[Input — start]
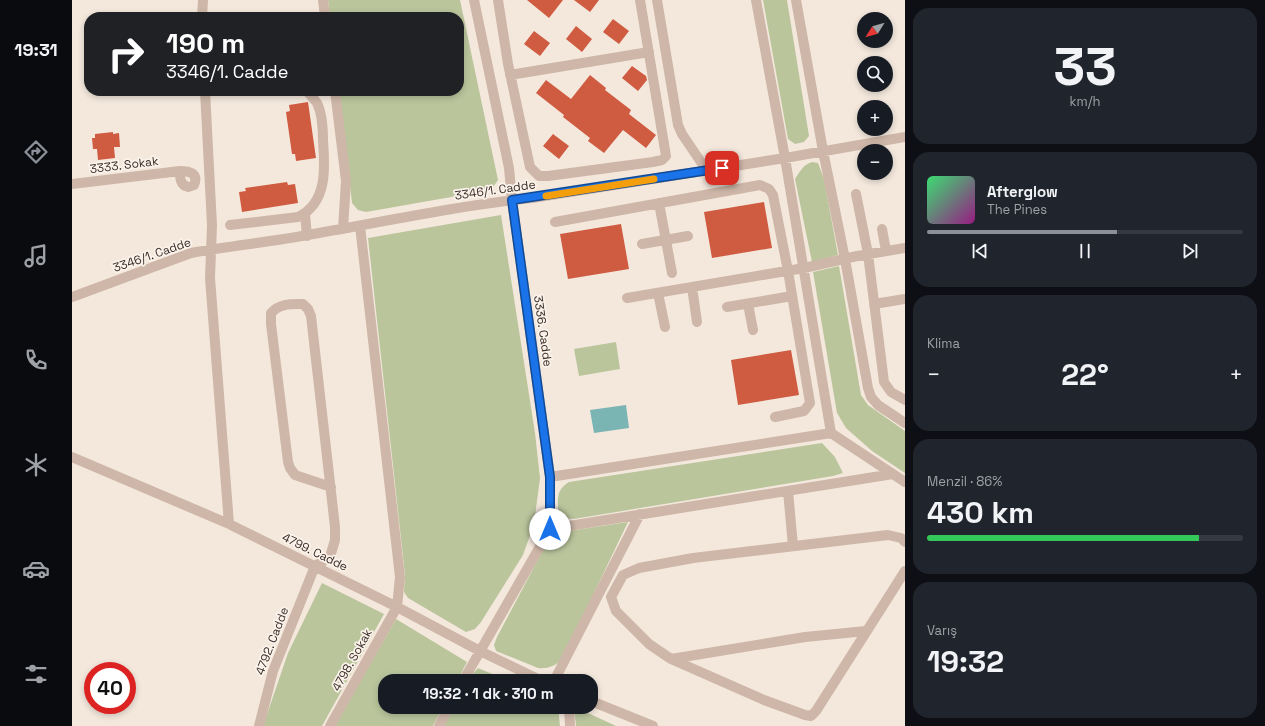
<!DOCTYPE html>
<html lang="tr">
<meta charset="utf-8">
<style>
body{margin:0;font-family:"Space Grotesk",sans-serif;background:#20242c;color:#f1f3f6;height:100vh;display:flex;flex-direction:column;font-size:15px;white-space:nowrap}
*{box-sizing:border-box;margin:0}
p{font-size:13px;color:#9ea1a6}
.icon{flex:none;width:22px;height:22px;fill:none;stroke:currentColor;stroke-width:2;stroke-linecap:round;stroke-linejoin:round}
.map{position:relative;flex:1;overflow:hidden}
.sheet{display:flex;flex-direction:column;gap:8px;padding:8px;background:#0d0f14;width:360px}
.sheet>*{flex:none}
.guide{position:absolute;left:12px;top:12px;width:380px;height:84px;border-radius:16px;box-shadow:0 2px 6px #0003;background:#202124;color:#fff;overflow:hidden}
.needle{width:26px;rotate:233deg}
.buttons{position:absolute;left:785px;top:12px;display:grid;gap:8px}
.buttons a{display:grid;place-items:center;width:36px;height:36px;border-radius:50%;background:#171b24;box-shadow:0 2px 6px #0003;font-size:20px}
.speed{position:absolute;left:12px;top:662px;display:flex;gap:8px;font-size:20px;font-weight:700;text-align:center}
.speed>*{display:grid;place-content:center;width:52px;height:52px;border-radius:50%;background:#171b24;box-shadow:0 2px 6px #0003;line-height:1}
.speed .limit{border:6px solid #d22;background:#fff;color:#111}
.pin{position:absolute;display:grid;place-items:center;width:34px;height:34px;color:#fff;margin:-17px;border-radius:8px;box-shadow:0 2px 6px #0006}
.me{position:absolute;width:44px;margin:-22px;rotate:0deg;stroke-linejoin:round;filter:drop-shadow(0 0 3px #0008)}
.turn{display:flex;align-items:center;gap:14px;height:84px;padding:0 16px;font-size:18px}
.turn .icon{width:52px;height:52px;stroke-width:2.5}
.turn b{display:block;font-size:28px;line-height:34px}
.big{font-size:30px;font-weight:600;line-height:1.1}
.sheet .card{flex:1;display:flex;flex-direction:column;justify-content:center;gap:6px;min-width:0;padding:0 14px;border-radius:16px;background:#20242c}
.sheet .dial{align-items:center;gap:0}
.dial b{font-size:52px;line-height:1}
.song{display:flex;align-items:center;gap:12px}
.cover{width:48px;height:48px;border-radius:6px;background:linear-gradient(135deg,hsl(140 70% 55%),hsl(310 70% 35%))}
.played{height:4px;border-radius:2px;background:linear-gradient(90deg,#8c9099 60%,#363941 60%)}
.keys{display:flex;justify-content:space-around;direction:ltr}
.heat{display:flex;justify-content:space-between;align-items:center;font-size:22px;direction:ltr}
.charge{height:6px;border-radius:3px;background:linear-gradient(90deg,#34c759 86%,#363941 0)}
.trip{position:absolute;left:306px;top:674px;width:220px;height:40px;border-radius:16px;background:#171b24;box-shadow:0 2px 6px #0003;font-weight:600;line-height:40px;text-align:center}
main{display:flex;flex:1;min-height:0}
.tab-bar{display:flex;flex-direction:column;width:72px;justify-content:space-around;align-items:center;background:#090b0e;color:#9ea1a6}
.tab-bar .icon{width:28px;height:28px}
.tab-bar .selected{color:#8c9099}
.tab-bar b{font-size:18px;color:#f1f3f6}
.map>svg:first-child{display:block}
</style>
<main>
<nav class="tab-bar">
<b>19:31</b>
<svg class="icon selected" aria-label="directions" viewBox="0 0 24 24"><path d="M12 3l9 9-9 9-9-9zM9 14v-3h6M13 9l2 2-2 2"/></svg>
<svg class="icon" aria-label="music" viewBox="0 0 24 24"><path d="M9 18V5l10-2v13"/><circle cx="6" cy="18" r="3"/><circle cx="16" cy="16" r="3"/></svg>
<svg class="icon" aria-label="phone" viewBox="0 0 24 24"><path d="M5 4h4l2 5-3 2q2 4 5 5l2-3 5 2v4C11 20 4 13 5 4z"/></svg>
<svg class="icon" aria-label="climate" viewBox="0 0 24 24"><path d="M12 3v18M4 7l16 10M4 17L20 7"/></svg>
<svg class="icon" aria-label="car" viewBox="0 0 24 24"><path d="M5 17H2v-5l4-1 3-4h7l3 4 3 1v5h-3M9 17h6M6 11h13"/><circle cx="7" cy="17" r="2"/><circle cx="17" cy="17" r="2"/></svg>
<svg class="icon" aria-label="filters" viewBox="0 0 24 24"><path d="M4 7h16M4 17h16"/><circle cx="9" cy="7" r="2"/><circle cx="15" cy="17" r="2"/></svg>
</nav>
<div class="map">
<svg width="833" height="726" viewBox="0 0 833 726">
<rect width="100%" height="100%" fill="#f4e8dd"/>
<path fill="#bac59c" d="M256,0H388L426,180L419,190L294,212L286,210L280,203L267,91H387V17H258Z
M691,0H715L737,136L732,142L723,144L716,139Z
M740,162L746,163L752,179L766,255L740,262L723,179C728,171 731,165 740,162Z
M429,215L463,433L468,478L462,524L451,555L409,622L403,629L394,632L336,598L332,592L333,575L296,238Z
M767,266L789,395L796,405L833,431V473L800,451L774,428L765,413L741,272Z
M544,342L548,369L507,376L502,349Z
M750,443L763,457L771,473L761,476L502,519L492,518L486,512C486,498 484,490 497,482Z
M556,522L490,660C482,666 476,669 466,668L424,651L422,645L425,637L478,537L484,533Z
M250,583L312,614L250,726H191L216,653Z
M324,619L395,662L385,681H313V707H371L361,726H263Z
M406,668L437,681H395Z
M381,707H486L488,726H372Z
M502,707H503L544,726H504Z"/>
<path fill="#7ab4b3" d="M554,405L557,428L522,433L518,410Z"/>
<path fill="#cf5b41" d="M455,0H491L477,18Z
M502,0H527L518,12Z
M541,19L557,31L547,44L531,32Z
M504,26L520,39L510,52L494,39Z
M462,31L478,43L468,56L452,44Z
M560,66L574,76L575,80L566,91L550,78Z
M518,75L534,88L533,90L559,110L557,114L584,135L574,148L551,130L532,153L516,141L518,138L491,117L492,115L464,93L474,80L499,99Z
M236,102L244,158L224,161L223,154H220L214,112L218,111L217,105Z
M41,132V134L47,133L48,147H42L43,158L26,160L25,149H21L20,138H23V134Z
M481,134L497,146L487,159L471,146Z
M215,182L216,185L223,184L226,203L170,212L167,192L174,191L173,188Z
M692,202L700,248L640,258L632,212Z
M549,224L557,269L496,279L488,234Z
M719,350L727,395L666,405L659,360Z"/>
<g fill="none" stroke-linecap="round" stroke-linejoin="round">
<path stroke="#ceb7a8" stroke-width="10" d="M251,0L253,17
M426,0L436,64L458,167L467,176H476L581,162L590,160L594,156L568,0
M585,0L606,125L610,134L635,171
M684,0L713,158L759,433L833,482
M724,0L751,151L773,259L796,388L799,397L806,405L833,423
M130,17L131,0
M438,75L577,52
M133,91L140,225L138,278L157,524
M263,91L274,181L271,229
M0,184L108,171C117,171 127,173 122,185L116,187C108,185 108,178 108,171
M784,194L796,254L812,382L819,392L833,400
M587,203L600,273
M233,214L235,236
M483,222L688,185L697,189L701,195L716,271L738,403L732,411L703,417
M158,225L226,217C256,203 253,167 251,140C251,128 250,113 245,103C242,99 238,95 235,91
M810,229L814,251
M570,244L616,236
M620,287L625,322
M586,293L593,327
M0,297L119,253C158,246 197,242 236,235C310,222 384,206 460,198L713,158L833,137
M555,298L732,268L785,256L833,248
M676,304L681,330
M802,304L833,299
M655,307L720,296
M0,457L157,524L325,607L408,651L470,681
M478,477L759,433
M716,491L721,546
M478,529L821,474
M833,542L829,538L816,535L621,558L567,568L551,575L539,597L544,611L577,644L599,659L692,700L733,715L739,716L744,711L833,571
M599,659L733,637L794,631
M391,681L478,529V477L440,200L437,168L402,0
M482,681L568,514
M519,701L581,726
M497,707L498,726
M187,726L201,671L243,566L258,557L263,540V527L239,316L236,309L231,304C219,304 208,303 199,313V324L216,462L218,468L223,475L259,487
M258,726L325,607L328,577L288,226
M367,726L377,707"/>
</g>
<g fill="none" stroke-linecap="round" stroke-linejoin="round">
<g stroke="#114b97" stroke-width="10">
<path id="route" d="M478,529V477L440,200L650,168"/>
</g>
<use href="#route" stroke="#1a73e8" stroke-width="7"/>
<path stroke="#f59e0b" stroke-width="7" d="M474,196L582,179"/>
</g>
<g text-anchor="middle" dominant-baseline="central" stroke-width="3.5" stroke-linejoin="round" paint-order="stroke">
<g font-size="12" fill="#3a2d29" stroke="#fbf3ea">
<text transform="translate(52 165) rotate(-7)">3333. Sokak</text>
<text transform="translate(423 190) rotate(-8)">3346/1. Cadde</text>
<text transform="translate(80 255) rotate(-19)">3346/1. Cadde</text>
<text transform="translate(471 331) rotate(82)">3336. Cadde</text>
<text transform="translate(243 552) rotate(26)">4799. Cadde</text>
<text transform="translate(200 641) rotate(-69)">4792. Cadde</text>
<text transform="translate(280 660) rotate(-61)">4798. Sokak</text>
</g>
</g>
</svg>
<div class="buttons">
<a><svg class="needle" viewBox="-14 -14 28 28"><path d="M0-13l5 13h-10z" fill="#e53935"/><path d="M0 13l5-13h-10z" fill="#9ea1a6"/></svg></a>
<a><svg class="icon" aria-label="search" viewBox="0 0 24 24"><circle cx="10" cy="10" r="6"/><path d="M15 15l6 6"/></svg></a>
<a>+</a>
<a>−</a>
</div>
<div class="speed"><div class="limit">40</div></div>
<div class="pin" style="left:650px;top:168px;background:#d93025"><svg class="icon" aria-label="arrive" viewBox="0 0 24 24"><path d="M6 21V4h12l-3 4 3 4H6"/></svg></div>
<svg class="me" style="left:478px;top:529px" viewBox="-20 -20 40 40"><circle r="19" fill="#fff"/><path d="M0-13L10 11 0 6-10 11z" fill="#1a73e8"/></svg>
<div class="trip">19:32 · 1 dk · 310 m</div>
<div class="guide">
<div class="turn"><svg class="icon" aria-label="right" viewBox="0 0 24 24"><path d="M7 20v-9h11M14 6l5 5-5 5"/></svg><div><b>190 m</b>3346/1. Cadde</div></div>
</div>
</div>
<section class="sheet">
<div class="card dial"><b>33</b><p>km/h</p></div>
<div class="card">
<div class="song"><i class="cover"></i><div><b>Afterglow</b><p>The Pines</p></div></div>
<div class="played"></div>
<div class="keys"><svg class="icon" aria-label="previous" viewBox="0 0 24 24"><path d="M18 5L8 12l10 7zM5 5v14"/></svg><svg class="icon" aria-label="pause" viewBox="0 0 24 24"><path d="M8 5v14M16 5v14"/></svg><svg class="icon" aria-label="next" viewBox="0 0 24 24"><path d="M6 5l10 7-10 7zM19 5v14"/></svg></div>
</div>
<div class="card"><p>Klima</p>
<div class="heat"><a>−</a><b class="big">22°</b><a>+</a></div>
</div>
<div class="card"><p>Menzil · 86%</p><b class="big">430 km</b><div class="charge"></div></div>
<div class="card"><p>Varış</p><b class="big">19:32</b></div>
</section>
</main>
[Input — finish]
Reproduce, exactly as they stand in the data above, the lines from the one that holds "M483,222L688,185L697,189L701,195L716,271L738,403L732,411L703,417" to the one that holds "M478,529L821,474", inclusive.

M483,222L688,185L697,189L701,195L716,271L738,403L732,411L703,417
M158,225L226,217C256,203 253,167 251,140C251,128 250,113 245,103C242,99 238,95 235,91
M810,229L814,251
M570,244L616,236
M620,287L625,322
M586,293L593,327
M0,297L119,253C158,246 197,242 236,235C310,222 384,206 460,198L713,158L833,137
M555,298L732,268L785,256L833,248
M676,304L681,330
M802,304L833,299
M655,307L720,296
M0,457L157,524L325,607L408,651L470,681
M478,477L759,433
M716,491L721,546
M478,529L821,474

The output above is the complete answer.